Arrernte and Kalkadoon artist and Old Girl Thea Anamara Perkins (Class of 2009) was announced last week as the winner of the $80,000 La Prairie Art Award, an annual prize in association with the Art Gallery of NSW that champions work by Australian female artists. Thea, whose family often are the subject for her work, won for a suite of four paintings that depict three generations of her relatives in medium scale images.
Thea’s other recent works include a large scale mural at Carriageworks that was part of the Sydney Festival over the Summer. In this ambitious and striking work, Thea painted her Great Grandmother, Hetty, against the backdrop of her Country near Arltunga, around Mparntwe/Alice Springs where she lived and worked.
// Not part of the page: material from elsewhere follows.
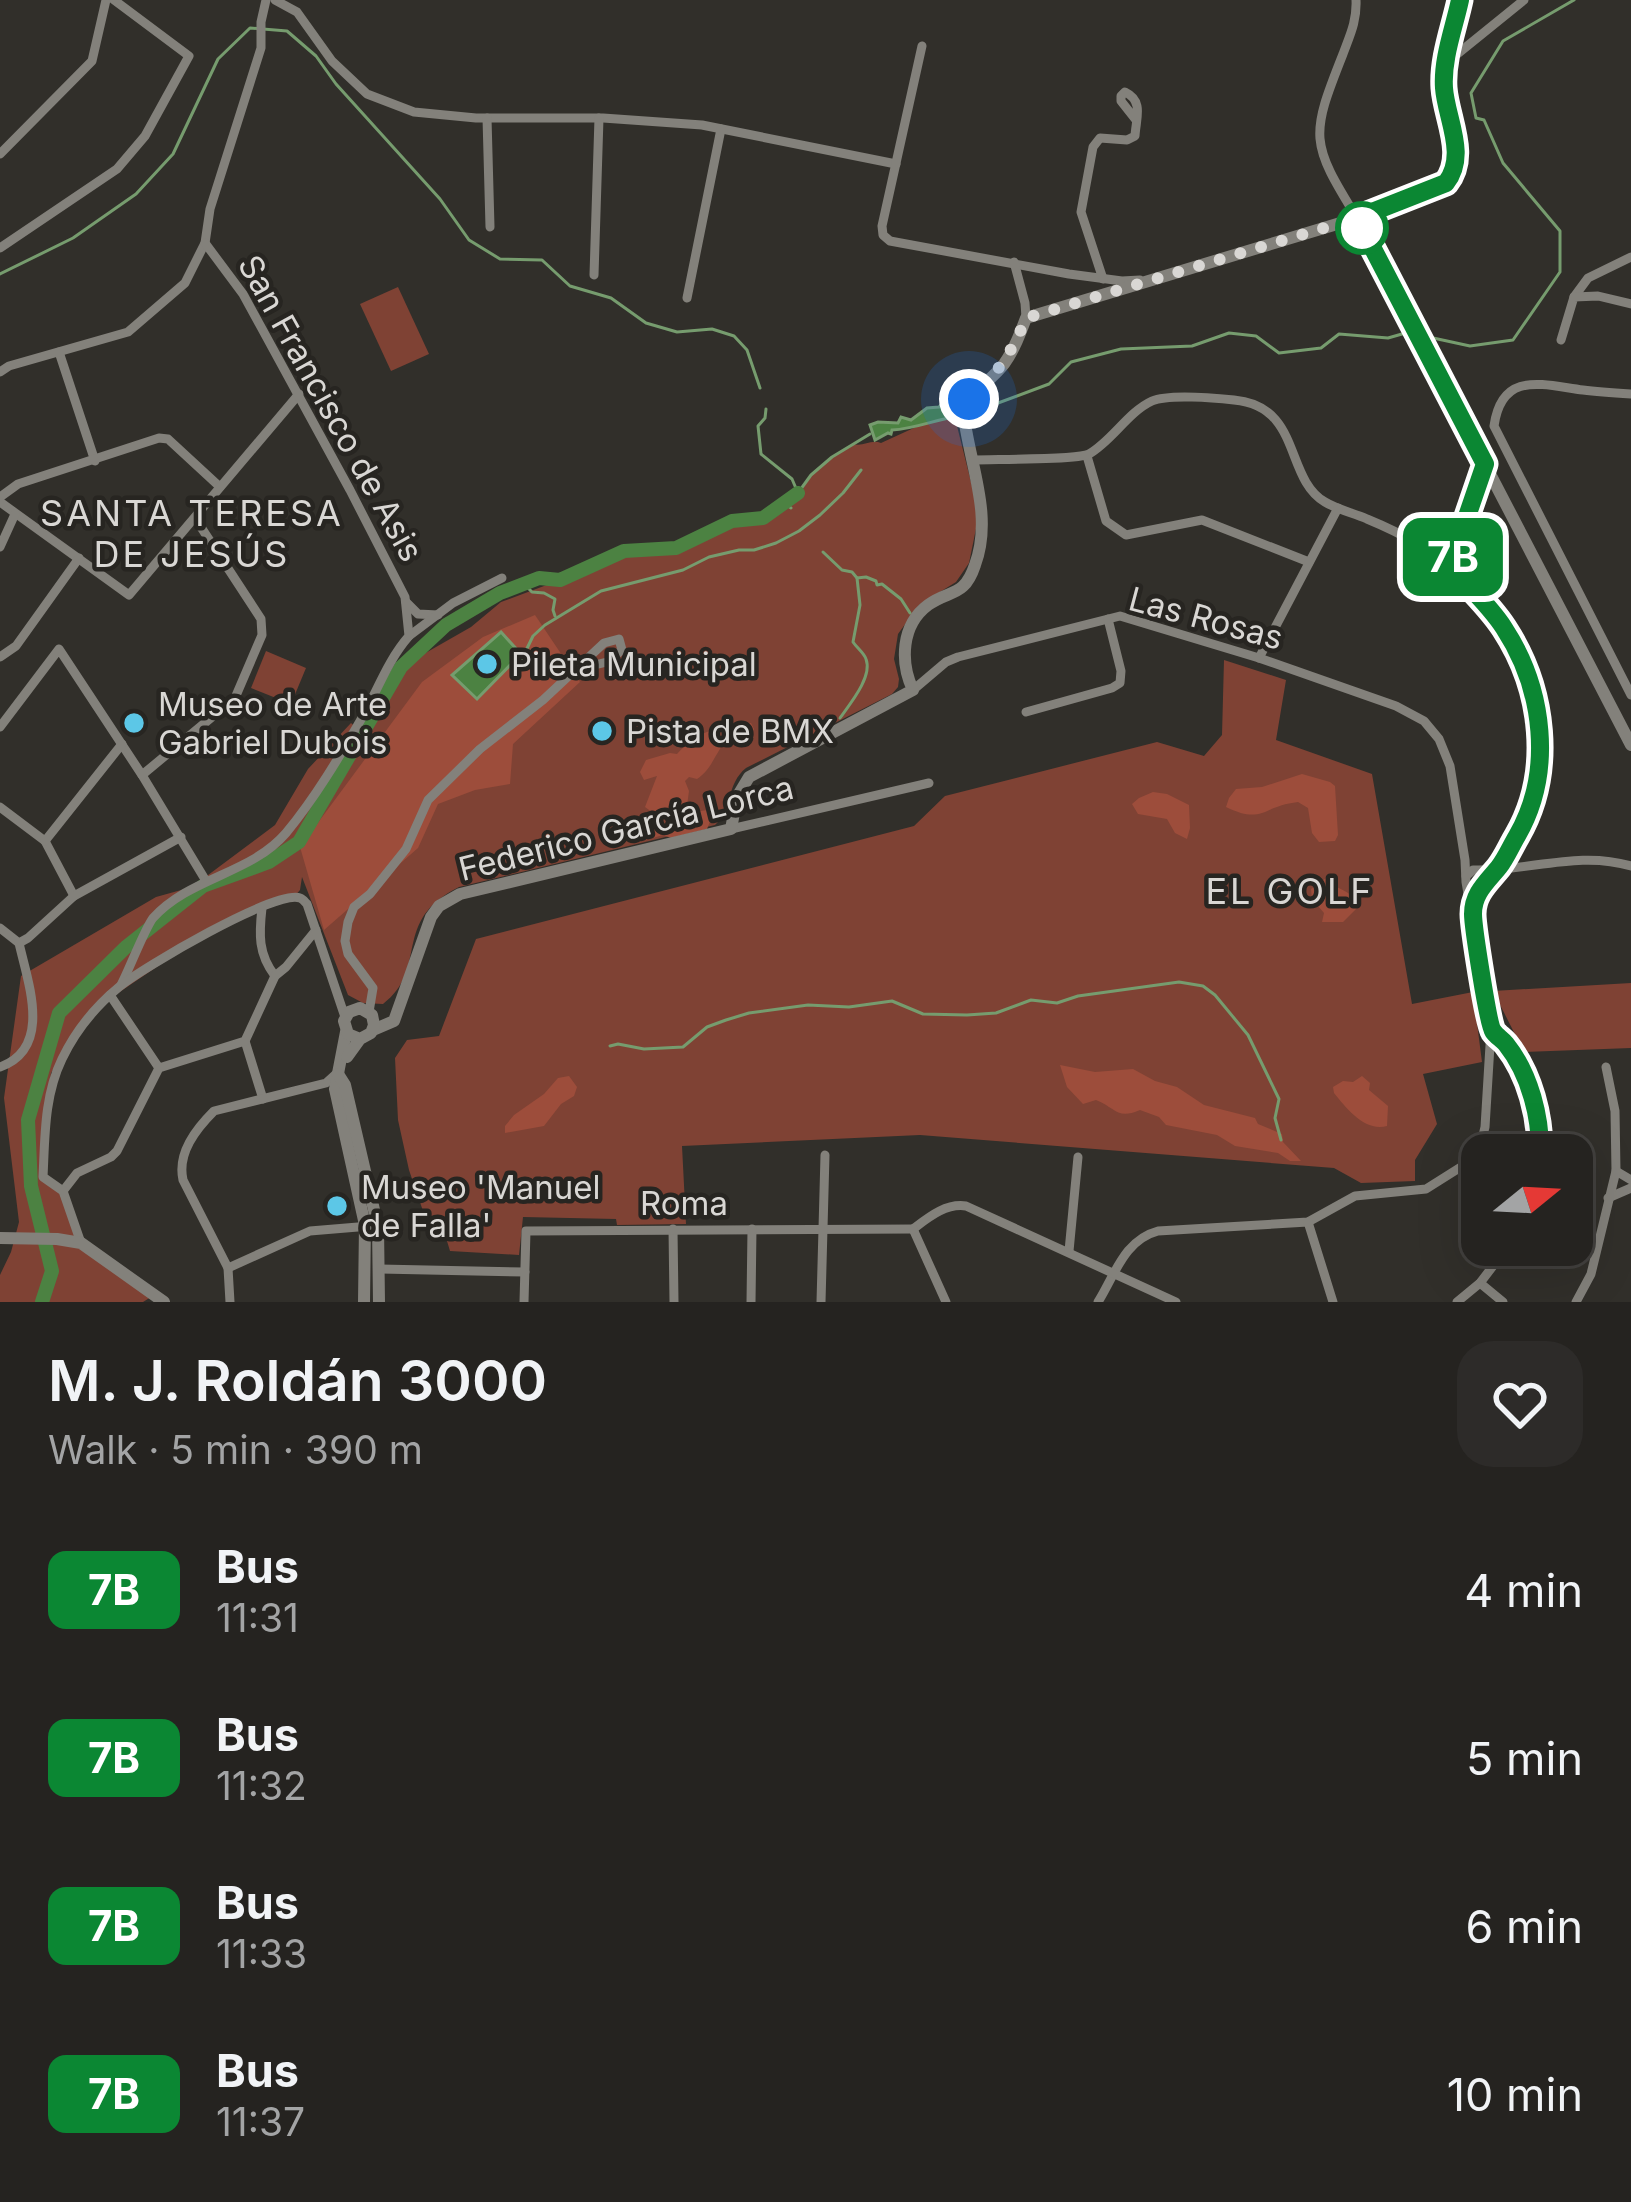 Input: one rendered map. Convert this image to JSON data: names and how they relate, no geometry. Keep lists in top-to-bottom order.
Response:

The mural questions who is mythologised in the foundation narratives of this Country, using the language of the Australian gothic.
You can read more about the mural here.
“It’s about taking charge of representation – I find that painting is a very simple and direct way of communicating things that I want to say.” – Thea Anamara Perkins
Below are the la Prairie winning works
© Thea Anamara Perkins, image © Art Gallery of New South Wales
Each of the images is an appropriation of photographic snapshots of intimate moments from the past, including a family birthday party and Charles Perkins’ graduation in 1966 from Sydney University holding his daughter, Hetti, Thea’s Mother.
“I was trying to present a very nuanced view of these emotions,” says Perkins. “They are unified by a sense of safety and connection but as First Nations people there is always a melancholy we have to deal with.”